McAdams votes to renew U.S. export credit agency

Congressional News 03

Congressman Ben McAdams voted with Republicans and Democrats to reauthorize America’s export credit agency—the Export-Import Bank—which both business and labor agree has been an engine of economic development and job creation. 

McAdams supported the U.S. Export Finance Agency Act of 2019 (H.R. 4863), which renews the credit agency through 2029 and improves the agency’s ability to support exports and Utah’s small businesses’ reach to global customers.  McAdams is an early supporter of the bill and a member of the House Financial Services Committee which held hearings on the measure.

The export credit agency’s charter expired at the end of September but has received temporary extensions.

“The finance agency directly supports thousands of American jobs at no cost to the taxpayer. Its role is to provide short-term credit when the private sector is unwilling or unable to finance businesses’ efforts to expand into global markets and compete through sales of U.S. goods and services. Its support is indispensable to companies and supply chains before they can bid on overseas projects– who need credit-backing and insurance for everything from airliners to advanced technology,” said McAdams.

The U.S. Export Finance Agency is demand-driven and fee-based. Its products include:

  • Direct loans to foreign buyers of U.S. exports
  • Insurance to protect U.S. exporters or financial institutions against certain risks of exporting
  • Short-term, secured working capital loans and guarantees, usually to small businesses

In fiscal year 2014 (the last fiscal year the bank was fully operational), the bank authorized $20.5 billion for 3,746 transactions, to support an estimated $27.5 billion in U.S. exports and more than 164,000 U.S. jobs.  The Finance Agency charges fees for its services that have generated $9.6 billion in returns for the U.S. Treasury since 1992.

McAdams also offered an amendment blocking the Export Finance Agency from supporting any transactions to people involved with illegal trafficking of synthetic opioids, highlighting concerns about China’s fentanyl violations. His amendment was approved 414 to 1.

Miles Hansen, President and CEO of World Trade Center Utah, said the credit agency plays an important role in supporting Utah’s economic growth and Utah companies’ ability to compete with countries such as China, Brazil, the U.K. and Germany.

“International trade is vital to Utah’s economy.  The state’s $14.5 billion in exports adds 7 percent to Utah’s GDP annually and close to 1 in 4 Utah jobs are supported by international trade and investment,” said Hansen. “Direct access to the Export Finance Agency’s finance and risk management programs provide Utah’s small businesses with critical tools for international growth.”

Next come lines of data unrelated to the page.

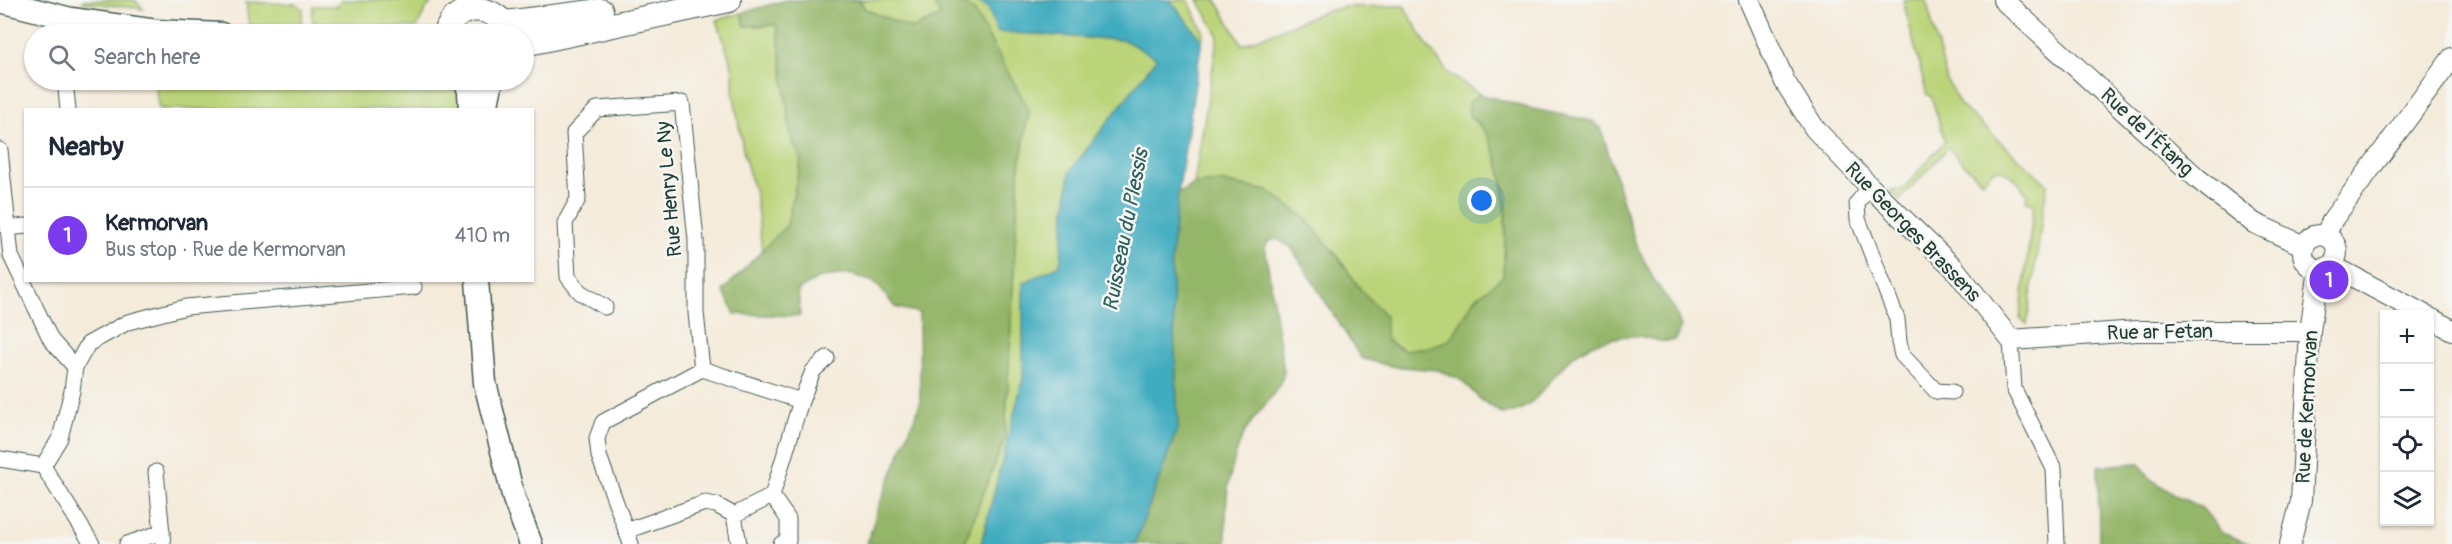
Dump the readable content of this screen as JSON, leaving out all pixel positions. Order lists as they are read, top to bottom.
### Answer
{
  "streets": {
    "street": [
      "Rue de l'Étang",
      "Rue Henry Le Ny",
      "Rue Georges Brassens",
      "Rue ar Fetan",
      "Rue de Kermorvan"
    ]
  },
  "crossings": [
    ["Rue de l'Étang", "Rue de Kermorvan"],
    ["Rue Georges Brassens", "Rue ar Fetan"],
    ["Rue ar Fetan", "Rue de Kermorvan"]
  ],
  "water": ["Ruisseau du Plessis"],
  "page": {
    "search": "Search here",
    "heading": "Nearby",
    "list": [
      {
        "mark": "1",
        "name": "Kermorvan",
        "note": "Bus stop · Rue de Kermorvan",
        "value": "410 m"
      }
    ],
    "pins": "1",
    "map_buttons": ["+", "−"]
  }
}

The bill also creates an Office of Minority and Women Inclusion; directs the credit agency to conduct outreach to small businesses; prohibits financing to the Chinese Army and Intelligence Services; and creates an Office of Financing for Renewable Energy, Energy Efficiency and Energy Storage Exports.

The legislation is supported by The AFL-CIO, the U.S. Chamber of Commerce, Business Roundtable, International Association of Machinists and Aerospace Workers, and the National Association of Manufacturers, among others.